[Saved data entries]
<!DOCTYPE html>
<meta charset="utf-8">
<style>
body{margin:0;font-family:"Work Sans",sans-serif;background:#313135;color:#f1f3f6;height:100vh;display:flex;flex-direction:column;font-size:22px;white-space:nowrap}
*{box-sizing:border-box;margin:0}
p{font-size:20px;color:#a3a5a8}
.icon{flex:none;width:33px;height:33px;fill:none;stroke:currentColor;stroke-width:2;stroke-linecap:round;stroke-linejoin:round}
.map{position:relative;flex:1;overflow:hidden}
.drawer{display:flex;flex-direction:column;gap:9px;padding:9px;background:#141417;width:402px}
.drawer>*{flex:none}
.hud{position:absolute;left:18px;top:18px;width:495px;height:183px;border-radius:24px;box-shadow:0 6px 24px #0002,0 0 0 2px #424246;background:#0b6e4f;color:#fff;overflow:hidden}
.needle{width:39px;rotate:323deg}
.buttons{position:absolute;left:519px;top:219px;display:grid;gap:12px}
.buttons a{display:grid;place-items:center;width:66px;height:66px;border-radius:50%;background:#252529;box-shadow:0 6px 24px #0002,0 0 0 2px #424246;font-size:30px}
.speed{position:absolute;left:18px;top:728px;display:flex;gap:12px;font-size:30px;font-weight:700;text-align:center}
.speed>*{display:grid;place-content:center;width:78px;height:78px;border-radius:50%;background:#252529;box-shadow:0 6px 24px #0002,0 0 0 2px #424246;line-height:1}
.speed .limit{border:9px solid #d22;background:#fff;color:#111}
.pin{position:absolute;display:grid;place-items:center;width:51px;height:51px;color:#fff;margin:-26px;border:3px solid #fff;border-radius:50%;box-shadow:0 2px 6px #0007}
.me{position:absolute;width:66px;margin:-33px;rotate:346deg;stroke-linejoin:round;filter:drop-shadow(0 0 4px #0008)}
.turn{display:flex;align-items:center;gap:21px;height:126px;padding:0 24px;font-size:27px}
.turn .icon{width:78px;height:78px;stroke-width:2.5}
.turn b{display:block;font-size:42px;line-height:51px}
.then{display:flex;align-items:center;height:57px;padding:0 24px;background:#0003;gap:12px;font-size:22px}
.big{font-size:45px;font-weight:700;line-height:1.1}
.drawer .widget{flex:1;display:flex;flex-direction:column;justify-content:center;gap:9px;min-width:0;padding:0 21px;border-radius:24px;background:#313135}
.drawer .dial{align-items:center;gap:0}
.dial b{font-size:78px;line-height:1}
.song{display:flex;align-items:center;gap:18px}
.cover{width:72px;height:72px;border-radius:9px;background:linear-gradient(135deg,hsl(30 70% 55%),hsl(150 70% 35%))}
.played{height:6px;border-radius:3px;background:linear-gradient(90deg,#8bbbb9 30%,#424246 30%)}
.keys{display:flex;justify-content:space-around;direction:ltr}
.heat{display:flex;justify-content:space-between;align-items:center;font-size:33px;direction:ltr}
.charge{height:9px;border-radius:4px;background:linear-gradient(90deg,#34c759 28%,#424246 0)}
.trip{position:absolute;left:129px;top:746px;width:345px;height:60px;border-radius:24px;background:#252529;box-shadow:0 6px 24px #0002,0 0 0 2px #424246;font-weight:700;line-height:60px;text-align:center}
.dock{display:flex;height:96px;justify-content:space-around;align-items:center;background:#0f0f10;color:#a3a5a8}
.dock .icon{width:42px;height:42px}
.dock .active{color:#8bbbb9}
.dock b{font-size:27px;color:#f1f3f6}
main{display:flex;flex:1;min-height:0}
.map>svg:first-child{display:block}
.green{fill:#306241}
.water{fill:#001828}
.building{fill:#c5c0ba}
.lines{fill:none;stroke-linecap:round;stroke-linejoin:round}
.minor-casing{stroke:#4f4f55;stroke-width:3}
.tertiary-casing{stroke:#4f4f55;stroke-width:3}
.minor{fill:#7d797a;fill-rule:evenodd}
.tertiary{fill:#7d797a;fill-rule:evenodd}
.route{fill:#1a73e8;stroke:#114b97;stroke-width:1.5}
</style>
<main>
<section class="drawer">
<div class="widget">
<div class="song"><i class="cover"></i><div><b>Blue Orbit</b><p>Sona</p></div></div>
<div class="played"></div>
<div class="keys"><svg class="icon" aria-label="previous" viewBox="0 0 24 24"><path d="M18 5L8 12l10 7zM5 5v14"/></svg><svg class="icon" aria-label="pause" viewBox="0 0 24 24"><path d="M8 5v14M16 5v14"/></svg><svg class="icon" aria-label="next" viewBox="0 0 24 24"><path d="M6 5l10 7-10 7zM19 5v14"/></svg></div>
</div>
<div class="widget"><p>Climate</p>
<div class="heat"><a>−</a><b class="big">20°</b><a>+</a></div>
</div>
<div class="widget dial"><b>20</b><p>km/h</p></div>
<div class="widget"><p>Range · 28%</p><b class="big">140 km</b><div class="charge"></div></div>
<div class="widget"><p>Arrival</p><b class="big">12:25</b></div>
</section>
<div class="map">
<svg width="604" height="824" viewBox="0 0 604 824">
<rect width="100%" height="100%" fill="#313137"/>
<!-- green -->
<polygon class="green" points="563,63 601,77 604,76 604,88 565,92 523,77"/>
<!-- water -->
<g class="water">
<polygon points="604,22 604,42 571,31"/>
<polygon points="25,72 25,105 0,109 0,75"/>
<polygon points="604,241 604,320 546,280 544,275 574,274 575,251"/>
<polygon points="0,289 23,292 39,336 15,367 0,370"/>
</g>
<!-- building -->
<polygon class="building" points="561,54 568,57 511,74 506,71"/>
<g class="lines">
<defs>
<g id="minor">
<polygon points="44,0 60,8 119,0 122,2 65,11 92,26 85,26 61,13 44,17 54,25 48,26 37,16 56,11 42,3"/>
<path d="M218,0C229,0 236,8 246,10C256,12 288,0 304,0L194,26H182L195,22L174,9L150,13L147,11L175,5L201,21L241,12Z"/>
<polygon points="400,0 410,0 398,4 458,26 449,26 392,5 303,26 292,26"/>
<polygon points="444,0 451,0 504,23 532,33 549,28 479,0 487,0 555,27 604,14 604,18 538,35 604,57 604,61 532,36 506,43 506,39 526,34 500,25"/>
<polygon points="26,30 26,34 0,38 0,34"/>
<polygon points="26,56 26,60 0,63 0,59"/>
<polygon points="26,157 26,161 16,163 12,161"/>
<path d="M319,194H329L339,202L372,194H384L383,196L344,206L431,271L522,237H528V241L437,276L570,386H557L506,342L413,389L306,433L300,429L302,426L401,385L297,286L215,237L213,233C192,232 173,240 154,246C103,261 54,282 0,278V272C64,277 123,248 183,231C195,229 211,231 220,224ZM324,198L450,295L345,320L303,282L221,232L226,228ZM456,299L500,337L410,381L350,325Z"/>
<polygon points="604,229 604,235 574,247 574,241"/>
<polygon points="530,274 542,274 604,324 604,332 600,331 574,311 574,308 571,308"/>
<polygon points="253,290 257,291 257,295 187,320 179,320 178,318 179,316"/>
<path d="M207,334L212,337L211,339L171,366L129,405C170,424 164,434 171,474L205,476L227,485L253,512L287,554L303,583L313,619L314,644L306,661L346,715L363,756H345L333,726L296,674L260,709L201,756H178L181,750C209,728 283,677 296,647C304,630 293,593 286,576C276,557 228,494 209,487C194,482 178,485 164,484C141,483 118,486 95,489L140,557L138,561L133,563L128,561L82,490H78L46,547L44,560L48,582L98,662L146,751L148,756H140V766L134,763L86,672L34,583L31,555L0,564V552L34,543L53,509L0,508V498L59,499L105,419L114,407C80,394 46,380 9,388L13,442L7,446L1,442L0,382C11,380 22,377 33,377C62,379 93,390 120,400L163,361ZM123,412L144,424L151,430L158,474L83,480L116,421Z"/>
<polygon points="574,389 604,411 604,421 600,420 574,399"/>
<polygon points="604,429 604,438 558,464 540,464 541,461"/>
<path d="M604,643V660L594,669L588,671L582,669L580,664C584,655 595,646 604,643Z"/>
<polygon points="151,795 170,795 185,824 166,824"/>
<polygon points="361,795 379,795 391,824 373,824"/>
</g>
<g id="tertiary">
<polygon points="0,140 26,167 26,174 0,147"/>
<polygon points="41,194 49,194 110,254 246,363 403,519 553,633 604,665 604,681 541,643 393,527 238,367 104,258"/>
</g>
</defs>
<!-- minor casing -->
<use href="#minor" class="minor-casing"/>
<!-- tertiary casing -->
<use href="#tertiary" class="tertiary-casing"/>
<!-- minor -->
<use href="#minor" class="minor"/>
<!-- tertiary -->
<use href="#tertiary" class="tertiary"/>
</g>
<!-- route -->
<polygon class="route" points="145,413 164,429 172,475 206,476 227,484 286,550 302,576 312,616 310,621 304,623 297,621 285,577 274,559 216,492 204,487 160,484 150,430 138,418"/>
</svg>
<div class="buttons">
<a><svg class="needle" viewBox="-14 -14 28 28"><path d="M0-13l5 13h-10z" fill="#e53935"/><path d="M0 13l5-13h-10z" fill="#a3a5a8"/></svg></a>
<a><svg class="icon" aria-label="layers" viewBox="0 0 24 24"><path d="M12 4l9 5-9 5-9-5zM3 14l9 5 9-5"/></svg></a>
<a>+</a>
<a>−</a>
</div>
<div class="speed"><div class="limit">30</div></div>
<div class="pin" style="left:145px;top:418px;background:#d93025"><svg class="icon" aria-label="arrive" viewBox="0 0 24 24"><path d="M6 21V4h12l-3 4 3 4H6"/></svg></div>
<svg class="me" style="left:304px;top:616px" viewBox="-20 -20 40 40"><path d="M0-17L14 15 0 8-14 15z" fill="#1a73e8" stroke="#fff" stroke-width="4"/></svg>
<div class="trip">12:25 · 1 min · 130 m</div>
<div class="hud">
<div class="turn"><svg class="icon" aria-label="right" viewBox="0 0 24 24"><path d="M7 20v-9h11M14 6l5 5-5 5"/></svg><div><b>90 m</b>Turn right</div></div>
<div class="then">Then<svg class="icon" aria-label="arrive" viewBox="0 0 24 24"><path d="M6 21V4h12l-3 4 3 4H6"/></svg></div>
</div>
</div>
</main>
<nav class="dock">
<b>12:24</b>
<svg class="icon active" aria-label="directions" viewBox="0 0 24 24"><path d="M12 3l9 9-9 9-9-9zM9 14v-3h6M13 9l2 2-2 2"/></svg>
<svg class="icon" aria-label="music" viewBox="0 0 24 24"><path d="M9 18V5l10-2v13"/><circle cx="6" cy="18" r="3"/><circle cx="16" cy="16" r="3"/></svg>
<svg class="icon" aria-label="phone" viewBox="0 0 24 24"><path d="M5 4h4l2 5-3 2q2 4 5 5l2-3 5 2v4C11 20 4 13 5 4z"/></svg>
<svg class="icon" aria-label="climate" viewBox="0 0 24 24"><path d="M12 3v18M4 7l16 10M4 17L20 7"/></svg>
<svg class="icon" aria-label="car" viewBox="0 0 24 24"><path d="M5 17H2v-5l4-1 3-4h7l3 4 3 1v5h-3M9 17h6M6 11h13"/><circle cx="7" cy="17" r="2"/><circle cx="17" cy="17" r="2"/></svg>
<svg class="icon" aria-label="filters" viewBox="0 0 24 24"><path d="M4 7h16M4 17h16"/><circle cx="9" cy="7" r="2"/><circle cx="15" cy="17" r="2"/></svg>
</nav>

- What to do:
A single integer is the expected output: the number of lines in the data that include the word "limit".

- Output for this task:
2